Before we get started, if you get in over your head, go back to the first paragraph and review – there’s some good guidance there. Drobo is dead stupid simple (but be prepared to pay the price), while Synology and Qnap both offer some great hardware and software (and they can act as your Plex Media Server too!) Alright, so let’s begin.
First, I’m assuming you fall into a certain range of needs with this recommendation: This article is for people that need between 2-9TB of available space that will tolerate one hard drive failing at a time (this happens to about 1/10 hard drives in the first 3 years of use. Seriously). If you end up building a NAS that has 5 drives, that means you have about a 50% chance of losing data in 3 years if you aren’t using RAID like I recommend in this how to. Contact me through Twitter or email if you don’t fall in that category and I’ll try to give you some guidance. There are other dangers too, my recent obsession has been with bit rot and bit error rate which is REALLY important if you’re considering a RAID5 build on SATA drives. So important that you should statistically expect an error after reading 2.2TB of data (oh, and guess what? That’s right at the bottom of the space we’re trying to build a file server to host)
Ok, so a corrupted file is annoying, but it’s not the end of the world, right? Well, sure, except that whole 50% chance of a failed drive thing we just talked about. If the data you’re storing is important, then you need some way to be sure it can survive these failed drives, something a little more assuring than a coin toss. That answer is RAID. If you haven’t heard of RAID before, go grab a Drobo and save yourself some time and frustration. But if you’re comfortable with RAID, let’s talk about what you’ve probably been using for data archival. RAID5. RAID 5 is awesome, right? Sure. At least it was back in the 90′s before we started talking about single drives that were in the 250GB to 500GB range. Around that point (maybe 5 years ago?) we started running into a wall. Since RAID5 uses all disks (except the parity) to calculate a stripe of data, any bit rot on any of the disks equals corrupted data. Also, if you do have a disk failure, you have to read all the data from every disk to recover, and since we’re talking about an expected error for every 2.2TB, then during a recovery of a 4x3TB disk system (12TB physical, 9TB available) you can expect 2-3 corrupted stripes, killing off probably a few files. That sucks.

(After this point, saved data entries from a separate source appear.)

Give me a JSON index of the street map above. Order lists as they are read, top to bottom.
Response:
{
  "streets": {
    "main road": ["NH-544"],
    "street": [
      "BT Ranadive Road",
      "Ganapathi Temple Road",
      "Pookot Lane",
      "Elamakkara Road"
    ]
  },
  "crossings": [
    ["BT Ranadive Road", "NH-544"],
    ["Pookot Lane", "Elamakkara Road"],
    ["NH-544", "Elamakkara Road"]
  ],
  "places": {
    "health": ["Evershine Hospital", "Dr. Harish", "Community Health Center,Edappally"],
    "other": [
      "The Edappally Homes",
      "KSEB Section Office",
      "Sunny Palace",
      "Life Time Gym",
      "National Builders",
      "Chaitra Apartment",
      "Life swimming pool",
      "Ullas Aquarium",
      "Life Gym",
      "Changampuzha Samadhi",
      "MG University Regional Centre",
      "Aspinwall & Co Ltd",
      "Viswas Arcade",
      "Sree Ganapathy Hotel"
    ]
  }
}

So if I’m telling you we have a major issue, and that we’re almost certainly going to get some errors while reading back data from this new NAS/file server I want to explain how to build, then there has to be a solution, right? Well, there is!
ZFS (Zettabyte File System) works on a high level a lot like RAID5 systems. But:
- It can use 1, 2, or even 3 parity drives (RAID 5 or RAID 6 do 1 or 2 disk parity, respectively)
- It can recover from a failed drive without reading every single block of data from every remaining drive. ZFS knows which blocks are used, and will only read those blocks. This means if you are using 50% of your array, your recovery is 50% faster, and 50% less likely to have a bit error
- ZFS keeps checksums of blocks, this is important because of the next feature
- It can scrub a healthy array to identify and even repair bit rot. Since you have a parity and 3 or more disks that add up to that parity, ZFS can identify that a stripe is corrupt and because it stores a checksum, it can attempt to recover the block by rotating the stripe form one disk at a time until the checksum is correct
- ZFS has some awesome enterprise features you could only dream about on a home server until now
- Unlimited filesystem snapshots (how do you feel about recovering your system to exactly as it was in July 25th, 2009 at 6PM? ZFS can do that if you’ve taken hourly or daily snapshots since then)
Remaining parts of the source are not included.